*Provided records*
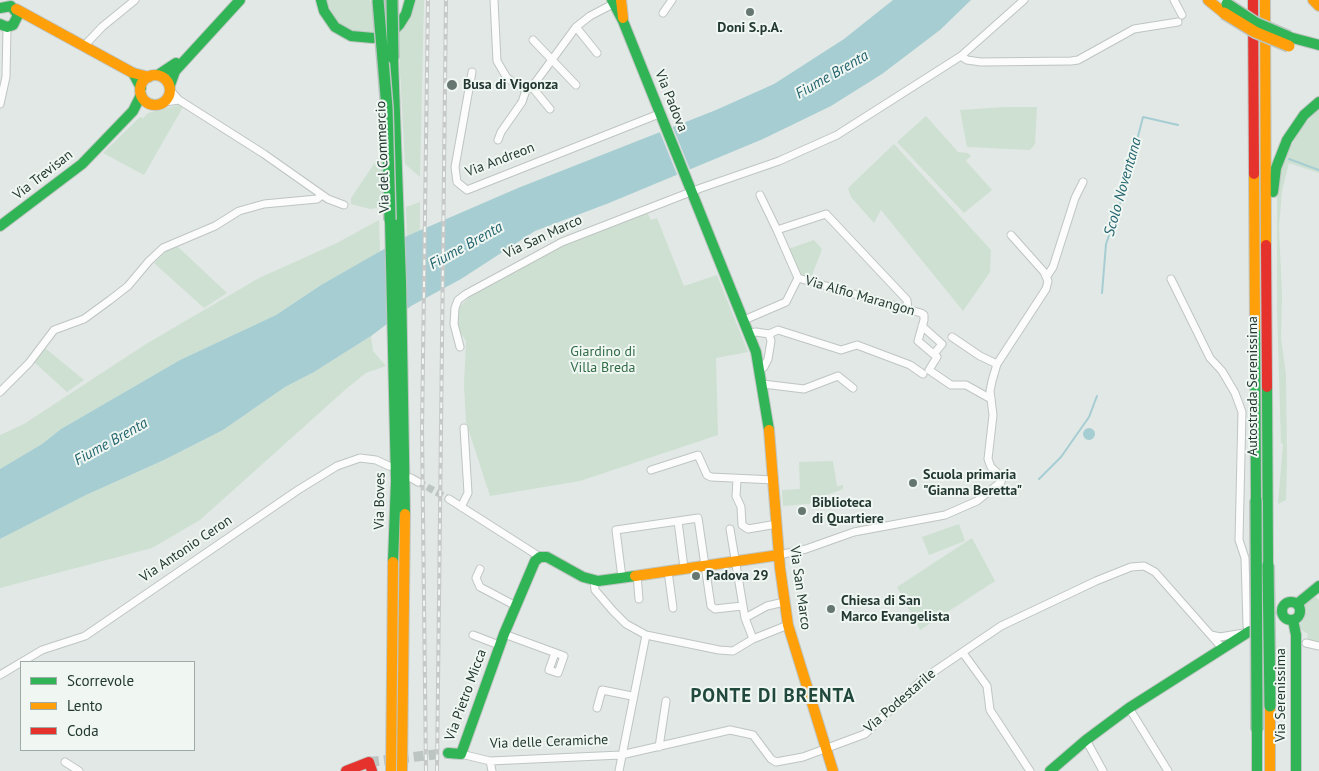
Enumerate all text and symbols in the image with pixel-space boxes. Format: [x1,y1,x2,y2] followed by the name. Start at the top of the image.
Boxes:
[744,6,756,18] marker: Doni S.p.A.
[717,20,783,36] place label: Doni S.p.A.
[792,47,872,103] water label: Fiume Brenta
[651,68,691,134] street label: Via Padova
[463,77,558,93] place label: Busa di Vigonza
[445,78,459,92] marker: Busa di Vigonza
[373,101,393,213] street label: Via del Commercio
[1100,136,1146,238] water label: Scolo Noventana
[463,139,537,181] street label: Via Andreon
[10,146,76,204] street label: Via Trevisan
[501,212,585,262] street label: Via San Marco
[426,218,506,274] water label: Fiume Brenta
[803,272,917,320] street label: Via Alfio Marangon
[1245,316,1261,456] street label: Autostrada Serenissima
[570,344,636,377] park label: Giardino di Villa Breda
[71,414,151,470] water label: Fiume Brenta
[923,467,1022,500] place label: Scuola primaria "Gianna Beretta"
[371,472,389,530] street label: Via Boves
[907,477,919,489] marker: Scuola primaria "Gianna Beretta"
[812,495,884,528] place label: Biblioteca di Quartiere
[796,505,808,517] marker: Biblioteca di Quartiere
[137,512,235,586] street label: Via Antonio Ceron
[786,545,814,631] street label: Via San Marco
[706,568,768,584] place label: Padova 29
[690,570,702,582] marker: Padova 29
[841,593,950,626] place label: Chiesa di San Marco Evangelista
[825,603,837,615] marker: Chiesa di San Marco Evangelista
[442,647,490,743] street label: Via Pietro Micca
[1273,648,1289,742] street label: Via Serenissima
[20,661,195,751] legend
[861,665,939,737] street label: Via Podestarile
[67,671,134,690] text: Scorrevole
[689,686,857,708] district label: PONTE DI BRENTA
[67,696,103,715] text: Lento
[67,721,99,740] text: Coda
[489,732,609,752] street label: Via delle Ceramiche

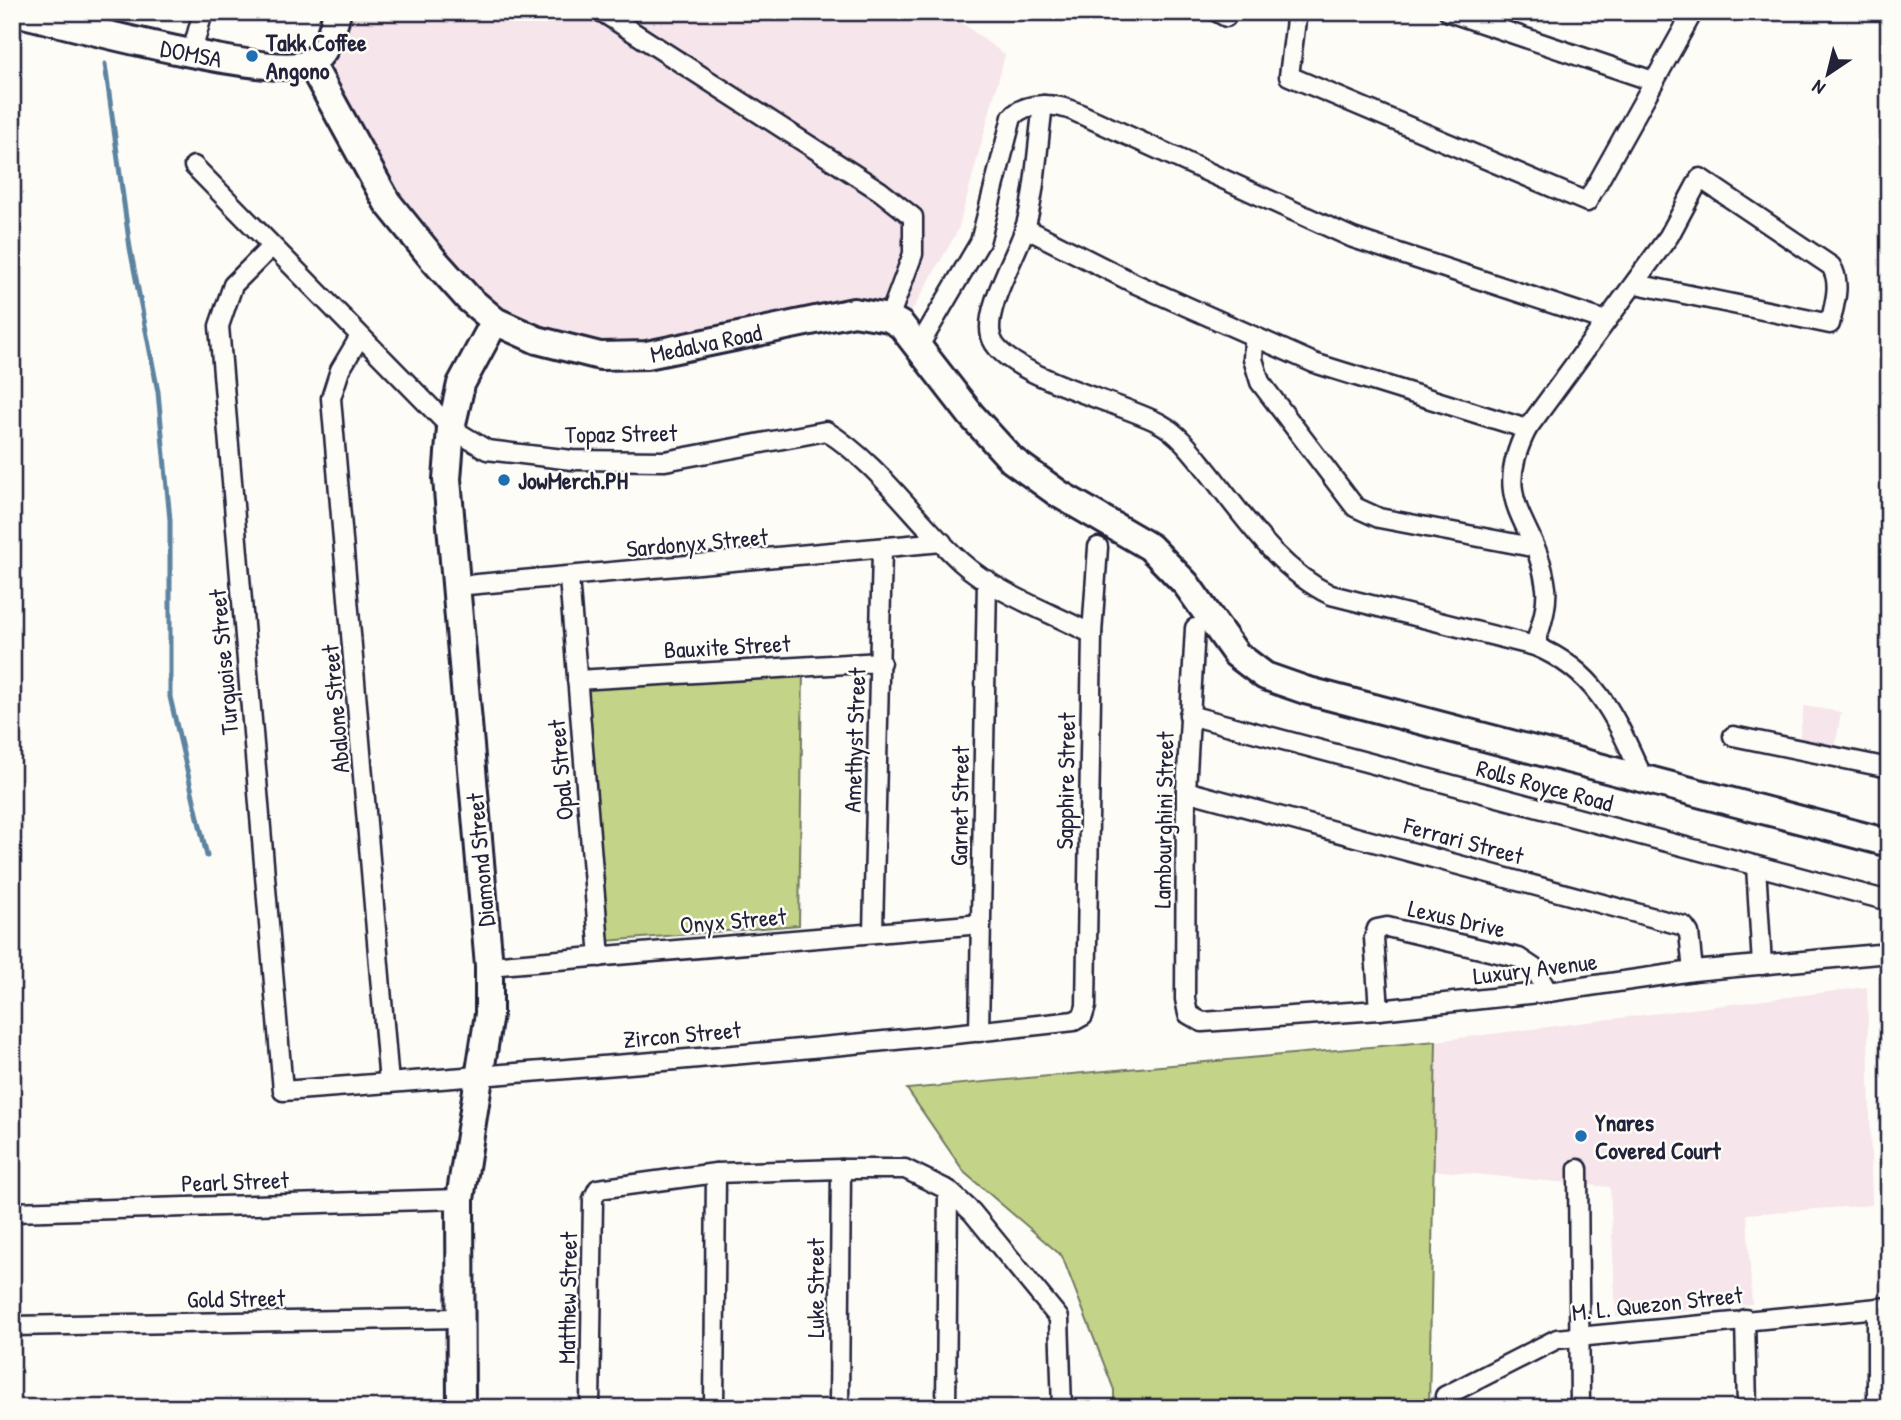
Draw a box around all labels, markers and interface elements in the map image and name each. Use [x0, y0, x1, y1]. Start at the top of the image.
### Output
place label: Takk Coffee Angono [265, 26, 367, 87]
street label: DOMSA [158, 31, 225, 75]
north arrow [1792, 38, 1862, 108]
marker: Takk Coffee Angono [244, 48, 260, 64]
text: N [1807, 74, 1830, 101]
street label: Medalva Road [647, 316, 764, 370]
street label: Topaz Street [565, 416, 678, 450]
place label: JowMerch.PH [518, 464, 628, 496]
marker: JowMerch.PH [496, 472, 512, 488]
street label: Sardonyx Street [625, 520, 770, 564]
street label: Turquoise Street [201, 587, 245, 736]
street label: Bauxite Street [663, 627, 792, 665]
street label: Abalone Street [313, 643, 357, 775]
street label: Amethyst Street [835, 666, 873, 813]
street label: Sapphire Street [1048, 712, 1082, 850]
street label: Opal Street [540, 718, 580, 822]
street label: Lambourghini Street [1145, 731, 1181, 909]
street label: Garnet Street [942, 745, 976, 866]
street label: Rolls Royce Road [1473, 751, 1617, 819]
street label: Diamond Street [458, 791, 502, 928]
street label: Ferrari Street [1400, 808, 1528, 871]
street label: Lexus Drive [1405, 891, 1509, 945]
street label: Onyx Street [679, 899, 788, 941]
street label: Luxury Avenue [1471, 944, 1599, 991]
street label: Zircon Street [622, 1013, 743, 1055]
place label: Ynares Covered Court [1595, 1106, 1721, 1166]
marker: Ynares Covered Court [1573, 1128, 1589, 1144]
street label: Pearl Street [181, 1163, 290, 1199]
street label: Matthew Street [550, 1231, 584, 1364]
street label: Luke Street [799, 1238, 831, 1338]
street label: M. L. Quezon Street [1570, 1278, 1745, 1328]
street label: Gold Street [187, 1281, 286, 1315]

*Brief*
Copy the listing above exactly, minus the pictures.

*Reply to the exercise*
Enumerate all text and symbols in the image with pixel-space boxes. Format: [x1,y1,x2,y2] followed by the name. Start at the top of the image.
Boxes:
[744,6,756,18] marker: Doni S.p.A.
[717,20,783,36] place label: Doni S.p.A.
[792,47,872,103] water label: Fiume Brenta
[651,68,691,134] street label: Via Padova
[463,77,558,93] place label: Busa di Vigonza
[445,78,459,92] marker: Busa di Vigonza
[373,101,393,213] street label: Via del Commercio
[1100,136,1146,238] water label: Scolo Noventana
[463,139,537,181] street label: Via Andreon
[10,146,76,204] street label: Via Trevisan
[501,212,585,262] street label: Via San Marco
[426,218,506,274] water label: Fiume Brenta
[803,272,917,320] street label: Via Alfio Marangon
[1245,316,1261,456] street label: Autostrada Serenissima
[570,344,636,377] park label: Giardino di Villa Breda
[71,414,151,470] water label: Fiume Brenta
[923,467,1022,500] place label: Scuola primaria "Gianna Beretta"
[371,472,389,530] street label: Via Boves
[907,477,919,489] marker: Scuola primaria "Gianna Beretta"
[812,495,884,528] place label: Biblioteca di Quartiere
[796,505,808,517] marker: Biblioteca di Quartiere
[137,512,235,586] street label: Via Antonio Ceron
[786,545,814,631] street label: Via San Marco
[706,568,768,584] place label: Padova 29
[690,570,702,582] marker: Padova 29
[841,593,950,626] place label: Chiesa di San Marco Evangelista
[825,603,837,615] marker: Chiesa di San Marco Evangelista
[442,647,490,743] street label: Via Pietro Micca
[1273,648,1289,742] street label: Via Serenissima
[20,661,195,751] legend
[861,665,939,737] street label: Via Podestarile
[67,671,134,690] text: Scorrevole
[689,686,857,708] district label: PONTE DI BRENTA
[67,696,103,715] text: Lento
[67,721,99,740] text: Coda
[489,732,609,752] street label: Via delle Ceramiche

Draw a box around all labels, markers and interface elements in the map image and name each. Use [x0, y0, x1, y1]. Start at the top of the image.
### Output
place label: Takk Coffee Angono [265, 26, 367, 87]
street label: DOMSA [158, 31, 225, 75]
north arrow [1792, 38, 1862, 108]
marker: Takk Coffee Angono [244, 48, 260, 64]
text: N [1807, 74, 1830, 101]
street label: Medalva Road [647, 316, 764, 370]
street label: Topaz Street [565, 416, 678, 450]
place label: JowMerch.PH [518, 464, 628, 496]
marker: JowMerch.PH [496, 472, 512, 488]
street label: Sardonyx Street [625, 520, 770, 564]
street label: Turquoise Street [201, 587, 245, 736]
street label: Bauxite Street [663, 627, 792, 665]
street label: Abalone Street [313, 643, 357, 775]
street label: Amethyst Street [835, 666, 873, 813]
street label: Sapphire Street [1048, 712, 1082, 850]
street label: Opal Street [540, 718, 580, 822]
street label: Lambourghini Street [1145, 731, 1181, 909]
street label: Garnet Street [942, 745, 976, 866]
street label: Rolls Royce Road [1473, 751, 1617, 819]
street label: Diamond Street [458, 791, 502, 928]
street label: Ferrari Street [1400, 808, 1528, 871]
street label: Lexus Drive [1405, 891, 1509, 945]
street label: Onyx Street [679, 899, 788, 941]
street label: Luxury Avenue [1471, 944, 1599, 991]
street label: Zircon Street [622, 1013, 743, 1055]
place label: Ynares Covered Court [1595, 1106, 1721, 1166]
marker: Ynares Covered Court [1573, 1128, 1589, 1144]
street label: Pearl Street [181, 1163, 290, 1199]
street label: Matthew Street [550, 1231, 584, 1364]
street label: Luke Street [799, 1238, 831, 1338]
street label: M. L. Quezon Street [1570, 1278, 1745, 1328]
street label: Gold Street [187, 1281, 286, 1315]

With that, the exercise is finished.